The table below summarizes principal reasoning types, their operational definitions, and some archetypal benchmarks:
| Type | Formal/Core Definition | Representative Benchmarks |
|---|---|---|
| Object-Centric | Slot-based, binding of features and positions | OCRA, CLEVR-ART (Webb et al., 2023) |
| Relational | Scene graph, pairwise or triple-wise abstract reasoning | CLEVR, Visual Genome (Sarkar et al., 14 Aug 2025) |
| Symbolic | Program tracing, logic, rule extraction/execution | CLEVR, NS-CL, NMN |
| Temporal | Sequential prediction, state evolution, event ordering | RISEBench, TVQA (Zhao et al., 3 Apr 2025) |
| Causal | Structural causal modeling, counterfactual/photo-realistic edit | CausalVQA, CLEVRER |
| Commonsense/Intent | Goal, intention, affordance, world knowledge inference | VCR, VisualCOMET (Sarkar et al., 14 Aug 2025) |
| Perceptual/Pattern | Completion, amodal filling, local/global matching | VisRes, BLINK-Twice (Törtei et al., 24 Dec 2025, Ye et al., 10 Oct 2025) |
| Quantitative/Arithmetic | Counting, number-sense, set arithmetic | VisualPuzzles, VisuLogic |
| Logical/Rule-based | Deduction, induction, analogical completion | VisualPuzzles |
| Compositional/Attribute | Multi-attribute integration, combinatorial rule chaining | VisRes, OCRA |
Benchmarks increasingly combine these types in hybrid queries and tasks to more rigorously probe the generalization and systematic reasoning abilities of advanced vision-language architectures.
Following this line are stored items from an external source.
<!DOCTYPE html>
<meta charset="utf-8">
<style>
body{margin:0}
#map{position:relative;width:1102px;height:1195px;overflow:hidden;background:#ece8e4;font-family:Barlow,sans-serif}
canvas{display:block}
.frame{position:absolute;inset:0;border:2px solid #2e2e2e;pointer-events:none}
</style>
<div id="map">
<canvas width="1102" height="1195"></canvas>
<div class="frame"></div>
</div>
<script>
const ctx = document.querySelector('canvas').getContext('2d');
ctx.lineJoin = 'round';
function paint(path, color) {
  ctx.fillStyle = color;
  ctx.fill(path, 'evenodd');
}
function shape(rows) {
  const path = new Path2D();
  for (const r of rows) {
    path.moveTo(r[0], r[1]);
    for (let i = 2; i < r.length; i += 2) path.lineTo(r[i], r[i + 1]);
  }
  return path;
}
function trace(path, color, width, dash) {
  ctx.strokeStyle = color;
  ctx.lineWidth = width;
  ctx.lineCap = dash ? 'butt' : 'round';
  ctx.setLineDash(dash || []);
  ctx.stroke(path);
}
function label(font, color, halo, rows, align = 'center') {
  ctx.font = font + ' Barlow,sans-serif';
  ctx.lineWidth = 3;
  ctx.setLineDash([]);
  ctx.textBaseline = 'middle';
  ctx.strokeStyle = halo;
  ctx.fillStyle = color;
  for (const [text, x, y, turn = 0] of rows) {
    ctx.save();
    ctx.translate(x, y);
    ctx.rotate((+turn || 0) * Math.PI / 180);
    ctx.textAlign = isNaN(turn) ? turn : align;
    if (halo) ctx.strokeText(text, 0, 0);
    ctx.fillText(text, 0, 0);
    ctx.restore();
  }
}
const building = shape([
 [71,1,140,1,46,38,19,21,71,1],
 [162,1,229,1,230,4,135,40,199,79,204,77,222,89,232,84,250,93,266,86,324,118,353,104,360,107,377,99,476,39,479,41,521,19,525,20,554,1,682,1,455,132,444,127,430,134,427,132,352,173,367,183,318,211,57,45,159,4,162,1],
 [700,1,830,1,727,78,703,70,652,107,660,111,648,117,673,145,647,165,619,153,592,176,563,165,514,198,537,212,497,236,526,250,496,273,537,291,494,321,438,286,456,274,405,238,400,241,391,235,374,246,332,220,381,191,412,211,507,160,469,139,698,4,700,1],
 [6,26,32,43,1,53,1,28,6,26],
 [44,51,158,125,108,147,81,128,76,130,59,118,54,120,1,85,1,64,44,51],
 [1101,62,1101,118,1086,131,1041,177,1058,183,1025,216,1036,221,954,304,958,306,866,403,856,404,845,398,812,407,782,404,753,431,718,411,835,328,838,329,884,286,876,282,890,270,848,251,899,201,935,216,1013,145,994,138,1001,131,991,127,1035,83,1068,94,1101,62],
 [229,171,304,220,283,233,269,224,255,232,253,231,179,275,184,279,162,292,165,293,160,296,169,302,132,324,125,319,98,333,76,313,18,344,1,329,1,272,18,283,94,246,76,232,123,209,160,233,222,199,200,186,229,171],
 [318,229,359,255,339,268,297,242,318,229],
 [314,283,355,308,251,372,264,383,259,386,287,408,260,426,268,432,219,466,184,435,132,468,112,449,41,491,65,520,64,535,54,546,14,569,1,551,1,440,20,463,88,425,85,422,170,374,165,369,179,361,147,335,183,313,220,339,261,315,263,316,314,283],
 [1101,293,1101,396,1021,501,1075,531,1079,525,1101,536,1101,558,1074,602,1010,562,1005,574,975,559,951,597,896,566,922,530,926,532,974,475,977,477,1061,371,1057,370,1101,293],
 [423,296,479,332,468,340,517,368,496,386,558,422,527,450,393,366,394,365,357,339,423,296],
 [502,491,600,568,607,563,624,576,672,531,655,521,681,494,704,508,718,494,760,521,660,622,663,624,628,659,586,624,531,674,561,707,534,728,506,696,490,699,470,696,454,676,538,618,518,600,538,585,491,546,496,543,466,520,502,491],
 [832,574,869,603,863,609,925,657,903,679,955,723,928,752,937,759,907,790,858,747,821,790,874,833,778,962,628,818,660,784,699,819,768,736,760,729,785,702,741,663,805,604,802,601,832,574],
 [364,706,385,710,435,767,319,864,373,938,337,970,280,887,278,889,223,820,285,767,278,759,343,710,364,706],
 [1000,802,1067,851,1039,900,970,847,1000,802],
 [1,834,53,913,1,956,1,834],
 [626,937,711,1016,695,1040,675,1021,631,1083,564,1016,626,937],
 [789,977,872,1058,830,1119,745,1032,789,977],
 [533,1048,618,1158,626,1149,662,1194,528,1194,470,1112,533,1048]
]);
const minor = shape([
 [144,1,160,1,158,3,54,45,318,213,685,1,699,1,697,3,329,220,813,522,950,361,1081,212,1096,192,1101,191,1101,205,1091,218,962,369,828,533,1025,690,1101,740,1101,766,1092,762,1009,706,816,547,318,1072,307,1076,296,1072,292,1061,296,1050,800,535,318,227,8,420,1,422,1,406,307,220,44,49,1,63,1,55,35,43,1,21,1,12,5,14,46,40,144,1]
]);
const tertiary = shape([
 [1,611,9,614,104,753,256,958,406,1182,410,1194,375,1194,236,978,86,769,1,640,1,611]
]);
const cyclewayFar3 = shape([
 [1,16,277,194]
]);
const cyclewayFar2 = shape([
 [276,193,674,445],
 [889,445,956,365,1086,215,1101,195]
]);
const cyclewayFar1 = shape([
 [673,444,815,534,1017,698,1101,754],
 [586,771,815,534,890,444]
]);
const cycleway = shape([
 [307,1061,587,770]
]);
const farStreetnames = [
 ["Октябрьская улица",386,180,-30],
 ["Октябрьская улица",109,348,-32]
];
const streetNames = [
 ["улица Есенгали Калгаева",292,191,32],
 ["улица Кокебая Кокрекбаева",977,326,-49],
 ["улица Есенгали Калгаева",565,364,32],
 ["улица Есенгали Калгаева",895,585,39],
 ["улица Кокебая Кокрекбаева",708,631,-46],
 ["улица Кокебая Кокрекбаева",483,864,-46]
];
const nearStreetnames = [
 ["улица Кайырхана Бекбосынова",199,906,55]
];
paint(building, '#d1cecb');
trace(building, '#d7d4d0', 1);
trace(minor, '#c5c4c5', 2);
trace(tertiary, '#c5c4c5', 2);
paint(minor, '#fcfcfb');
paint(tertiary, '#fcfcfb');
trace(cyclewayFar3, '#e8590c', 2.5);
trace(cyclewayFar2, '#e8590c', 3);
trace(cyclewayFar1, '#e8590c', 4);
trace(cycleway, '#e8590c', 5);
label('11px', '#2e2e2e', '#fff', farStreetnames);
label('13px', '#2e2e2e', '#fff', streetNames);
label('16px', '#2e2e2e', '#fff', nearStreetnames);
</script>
7. Open Challenges and Research Directions
Persistent challenges and future opportunities identified across the literature include:
- Perceptual–Reasoning Integration: Bottlenecks in perceptual skill (e.g., counting, depth reconstruction) severely limit downstream abstract reasoning (Khezresmaeilzadeh et al., 5 Feb 2026); research is shifting toward joint training and explicit representation fusion.
- Unified, Multi-Paradigm Systems: Hybrid architectures combining graph-based, symbolic, temporal, and causal modules are advocated for robust zero-shot and few-shot reasoning (Sarkar et al., 14 Aug 2025).
- Comprehensive Benchmarks and Adaptive Evaluation: There remains a need for datasets that integrate functional correctness, structural consistency, and causal validity in a cohesive testbed, avoiding shortcut-prone or single-mode evaluations (Sarkar et al., 14 Aug 2025).
- Weak and Self-Supervision: Most reasoning models depend on densely annotated datasets or programmatic supervision; advances in weakly supervised representation learning are essential for scalable, real-world generalization.
- Explainability and Trust: Embedding interpretable reasoning traces, diagnostic error decomposition, and uncertainty quantification is needed, particularly for safety–critical and high-stakes applications (Sarkar et al., 14 Aug 2025).
This synthesis of visual reasoning types reveals an actively evolving field, with ongoing integrative efforts required to move from specialized, isolated capabilities to general, transparent, and human-aligned visual intelligence.